# The Time Has Come



## maplebaby (Oct 26, 2008)

my son (drums) and I with our worship team playing a Hillsong United tune........thanks for watching!


YouTube - The Time Has Come - cover by Tonedr's/Worship Team


----------



## zontar (Oct 25, 2007)

maplebaby said:


> my son (drums) and I with our worship team playing a Hillsong United tune........thanks for watching!
> 
> 
> YouTube - The Time Has Come - cover by Tonedr's/Worship Team


Cool.
Playing with your son just looks cool.

Not my style of stuff musically--I'm more traditional in my worship style, but then I do like some newer stuff too.


----------



## Nohtanhoj (Jun 30, 2008)

Zont... If you're looking for some new worship music, check out Lincoln Brewster.
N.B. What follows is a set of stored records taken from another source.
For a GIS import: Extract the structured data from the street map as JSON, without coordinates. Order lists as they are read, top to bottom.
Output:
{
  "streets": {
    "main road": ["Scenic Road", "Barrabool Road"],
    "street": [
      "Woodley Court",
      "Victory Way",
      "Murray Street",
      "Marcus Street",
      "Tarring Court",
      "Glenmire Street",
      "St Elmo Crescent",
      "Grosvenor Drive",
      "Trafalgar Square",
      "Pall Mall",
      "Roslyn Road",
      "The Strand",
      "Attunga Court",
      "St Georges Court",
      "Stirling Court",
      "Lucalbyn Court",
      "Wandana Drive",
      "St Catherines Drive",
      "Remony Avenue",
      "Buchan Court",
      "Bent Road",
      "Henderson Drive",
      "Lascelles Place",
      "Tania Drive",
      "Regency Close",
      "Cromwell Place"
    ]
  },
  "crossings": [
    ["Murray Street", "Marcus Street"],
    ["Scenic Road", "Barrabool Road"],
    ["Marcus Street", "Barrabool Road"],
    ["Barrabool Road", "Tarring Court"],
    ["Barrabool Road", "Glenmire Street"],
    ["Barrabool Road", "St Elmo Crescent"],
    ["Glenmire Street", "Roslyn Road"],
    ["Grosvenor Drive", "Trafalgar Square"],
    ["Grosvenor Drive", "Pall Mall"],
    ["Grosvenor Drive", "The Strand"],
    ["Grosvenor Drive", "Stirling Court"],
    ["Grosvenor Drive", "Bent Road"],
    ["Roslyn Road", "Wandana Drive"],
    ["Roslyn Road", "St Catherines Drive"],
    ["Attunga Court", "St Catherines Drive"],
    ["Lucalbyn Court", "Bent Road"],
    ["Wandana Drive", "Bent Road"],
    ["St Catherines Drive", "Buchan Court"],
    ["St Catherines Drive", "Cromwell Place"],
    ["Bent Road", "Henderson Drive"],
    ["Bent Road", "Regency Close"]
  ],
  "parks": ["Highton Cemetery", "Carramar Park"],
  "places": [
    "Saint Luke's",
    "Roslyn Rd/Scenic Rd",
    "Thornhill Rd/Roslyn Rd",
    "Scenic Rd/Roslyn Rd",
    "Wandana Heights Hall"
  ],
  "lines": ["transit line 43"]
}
He's got some of the best songwriting in the industry, and definitely the best guitar playing amongst worship leaders.


----------



## maplebaby (Oct 26, 2008)

zontar - thanks for your kind post and i certainly appreciate you taking time to listen......best, dale.


----------



## Nohtanhoj (Jun 30, 2008)

Your worship leader has a McPherson!!!! Unbelievable guitars. Great job with the song, by the way. You congregation is lucky to have such gifted worship leaders.


----------



## maplebaby (Oct 26, 2008)

it really is a beautiful guitar, actually there are two at the church. This one is rosewood B/S the other is Koa. Thanks for your very kind post.......hope all is good!

dale


----------